Scotia CapitalBump their target by 23%. GLTA
Scotia Capital analyst Phil Hardie continues to see opportunities across the Diversified Financials space, recommending investors take a “a barbell approach that balances quality defensive plays with attractive value opportunities.”
“We continue to believe that stock selection will be key to generating outperformance in 2023,” he said. “Average year-to-date stock performance across the Diversified Financials space has modestly lagged the S&P/TSX Index, however returns across the group have been uneven with a number generating a significant amount of alpha. Value-oriented names have generally outperformed while growth names lagged across our coverage universe. The failure of Silicon Valley Bank, the collapse of Credit Suisse and an apparent crisis of confidence in U.S. regional banks have likely kept risks at the forefront for financial services investors. These developments and encouraging inflationary trends have also likely contributed to a major shift in investor expectations for how the interest rate environment unfolds through 2023. We expect the investment environment and risk appetite to improve over the next 12 months but given lingering uncertainties, we continue to recommend a barbell approach that balances defensive plays with attractive value opportunities.
“We believe that Fairfax Financial (Sector Outperform) is well-positioned to navigate the current environment, and it remains our top pick for 2023. Fairfax has demonstrated resilience through the business cycle and turbulent financial markets, but we view it as a less-defensive play than more traditional publicly listed insurers. At this stage of the market cycle, this likely provides an attractive balance: downside protection thanks to the relative resilience of insurance operations through a potential recession, and upside potential when markets recover. There have been significant changes at Fairfax that we believe investors have yet to fully recognized.”
In a research report released Friday, he made a series of target price adjustments to stocks in his coverage universe ahead of first-quarter earnings season. They are:
* Brookfield Business Partners LP ( “sector outperform”) to US$26 from US$30. The average is US$27.86.
* Definity Financial Corp. (“sector outperform”) to $50 from $46. Average: $43.23.

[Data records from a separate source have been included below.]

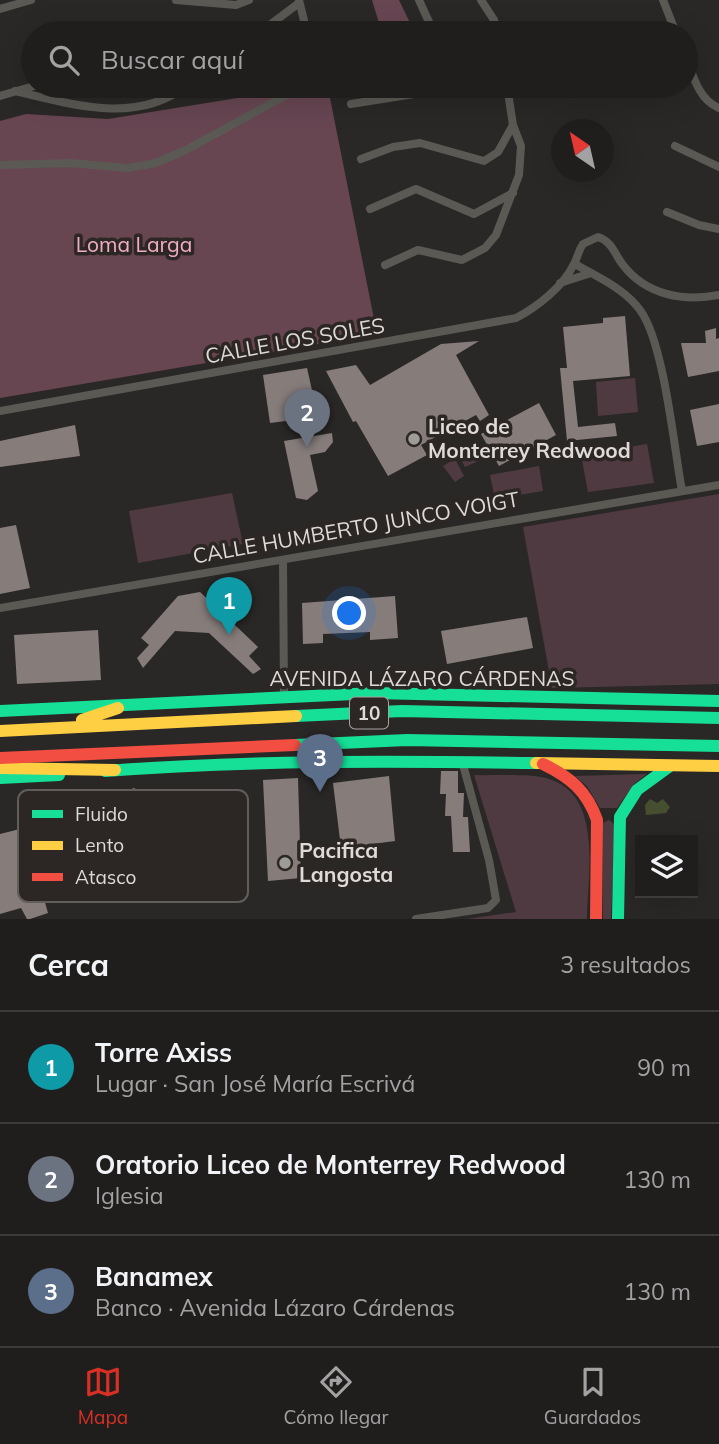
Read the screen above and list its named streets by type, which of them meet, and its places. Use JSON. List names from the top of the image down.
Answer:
{
  "streets": {
    "main road": ["AVENIDA LÁZARO CÁRDENAS", "10"],
    "street": ["CALLE LOS SOLES", "CALLE HUMBERTO JUNCO VOIGT"]
  },
  "parks": ["Loma Larga"],
  "places": ["Liceo de Monterrey Redwood", "Pacifica Langosta"],
  "legend": ["Fluido", "Lento", "Atasco"],
  "north": "top left",
  "page": {
    "search": "Buscar aquí",
    "pins": ["2", "1", "3"],
    "heading": ["Cerca", "3 resultados"],
    "list": [
      {
        "mark": "1",
        "name": "Torre Axiss",
        "note": "Lugar · San José María Escrivá",
        "value": "90 m"
      },
      {
        "mark": "2",
        "name": "Oratorio Liceo de Monterrey Redwood",
        "note": "Iglesia",
        "value": "130 m"
      },
      {
        "mark": "3",
        "name": "Banamex",
        "note": "Banco · Avenida Lázaro Cárdenas",
        "value": "130 m"
      }
    ],
    "nav": ["Mapa", "Cómo llegar", "Guardados"]
  }
}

* Fairfax Financial Holdings Ltd. ( “sector outperform”) to $1,350 from $1,100. Average: $1,211.31.
* First National Financial Corp. (“sector perform”) to $40 from $38. Average: $38.50.

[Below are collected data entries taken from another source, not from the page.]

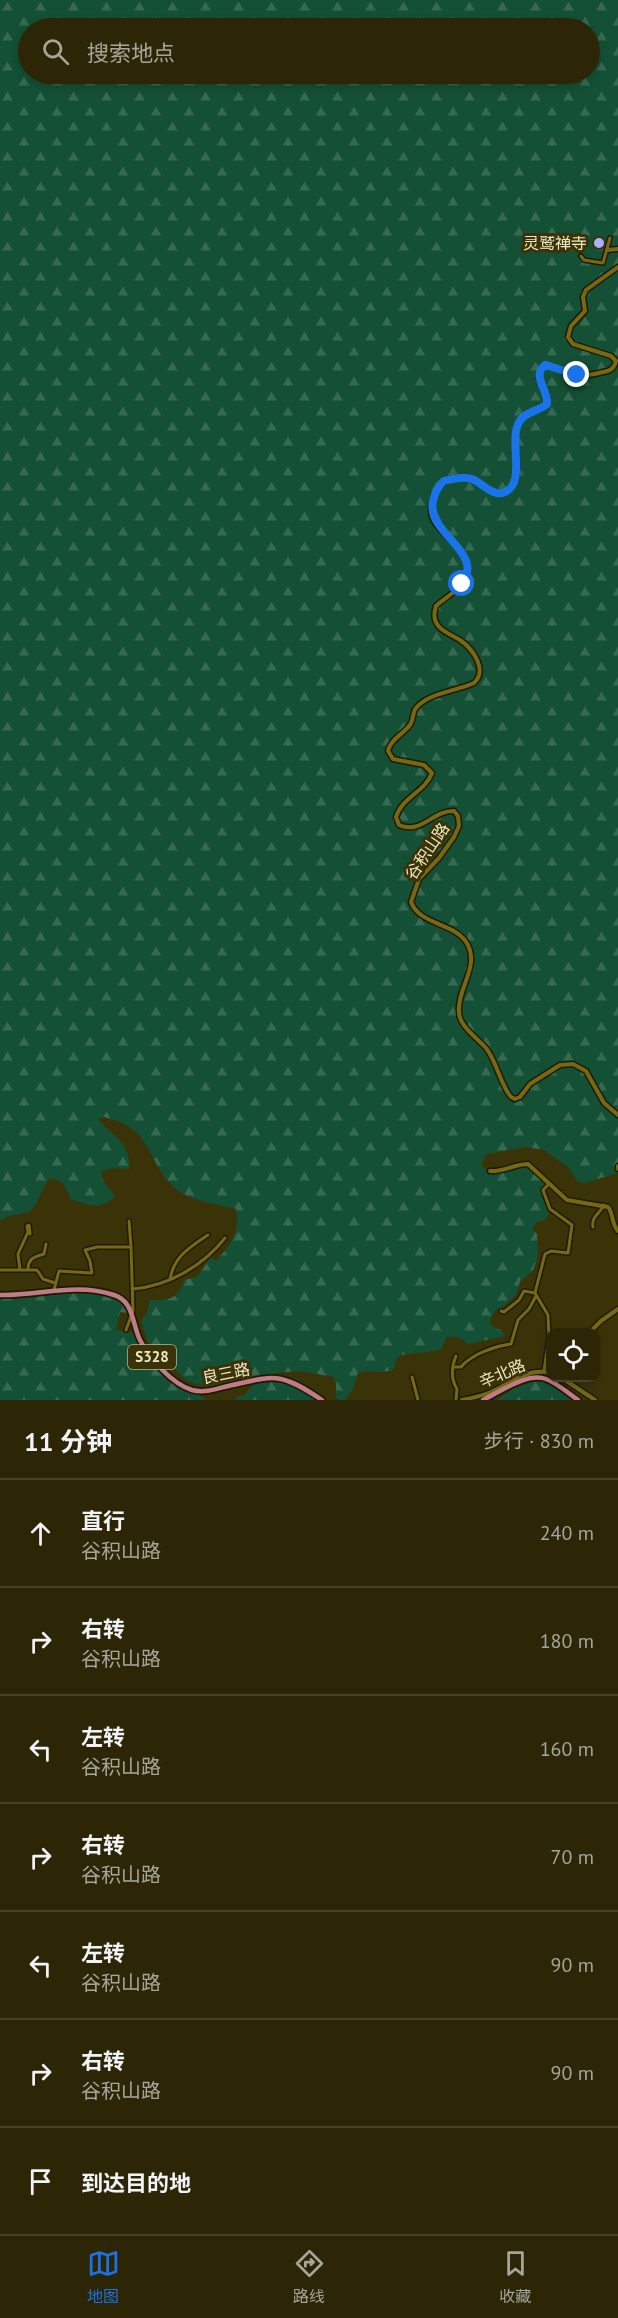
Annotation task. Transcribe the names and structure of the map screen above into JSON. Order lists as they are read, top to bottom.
{
  "streets": {
    "main road": ["S328", "良三路"],
    "street": ["谷积山路", "辛北路"]
  },
  "places": ["灵鹫禅寺"],
  "page": {
    "search": "搜索地点",
    "heading": ["11 分钟", "步行 · 830 m"],
    "list": [
      ["直行", "谷积山路", "240 m"],
      ["右转", "谷积山路", "180 m"],
      ["左转", "谷积山路", "160 m"],
      ["右转", "谷积山路", "70 m"],
      ["左转", "谷积山路", "90 m"],
      ["右转", "谷积山路", "90 m"],
      "到达目的地"
    ],
    "nav": ["地图", "路线", "收藏"]
  }
}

* Intact Financial Corp. (“sector outperform”) to $225 from $220. Average: $220.29.
* TMX Group Ltd. ( “sector perform”) to $159 from $160. Average: $150.71.

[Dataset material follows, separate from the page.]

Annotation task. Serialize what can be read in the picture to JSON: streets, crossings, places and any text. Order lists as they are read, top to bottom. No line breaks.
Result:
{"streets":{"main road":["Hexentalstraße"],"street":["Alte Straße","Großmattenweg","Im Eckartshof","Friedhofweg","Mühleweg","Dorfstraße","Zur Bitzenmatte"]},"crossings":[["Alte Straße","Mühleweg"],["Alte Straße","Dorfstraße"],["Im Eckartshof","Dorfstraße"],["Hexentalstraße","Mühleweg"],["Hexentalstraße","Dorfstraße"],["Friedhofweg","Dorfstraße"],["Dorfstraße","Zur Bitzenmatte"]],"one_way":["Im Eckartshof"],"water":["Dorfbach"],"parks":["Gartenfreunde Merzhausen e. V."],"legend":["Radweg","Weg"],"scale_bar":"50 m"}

Mr. Hardie noted: “Top ideas by investment style: Fairfax remains our top pick for 2023. For defensive quality, our top name remains Intact, and for small-cap growth, we like Trisura. We continue to like Definity and believe it is attractive for GARP investors looking for a defensive mid-cap play with solid growth prospects. Our other top-value ideas include Guardian Capital, Onex and Brookfield Business Partners. goeasy is on our radar but we still think it’s a bit early and believe that reduced risk to the economic outlook, improved earnings visibility and a broader shift in risk appetite are likely needed for the stock to sustain a meaningful rebound.”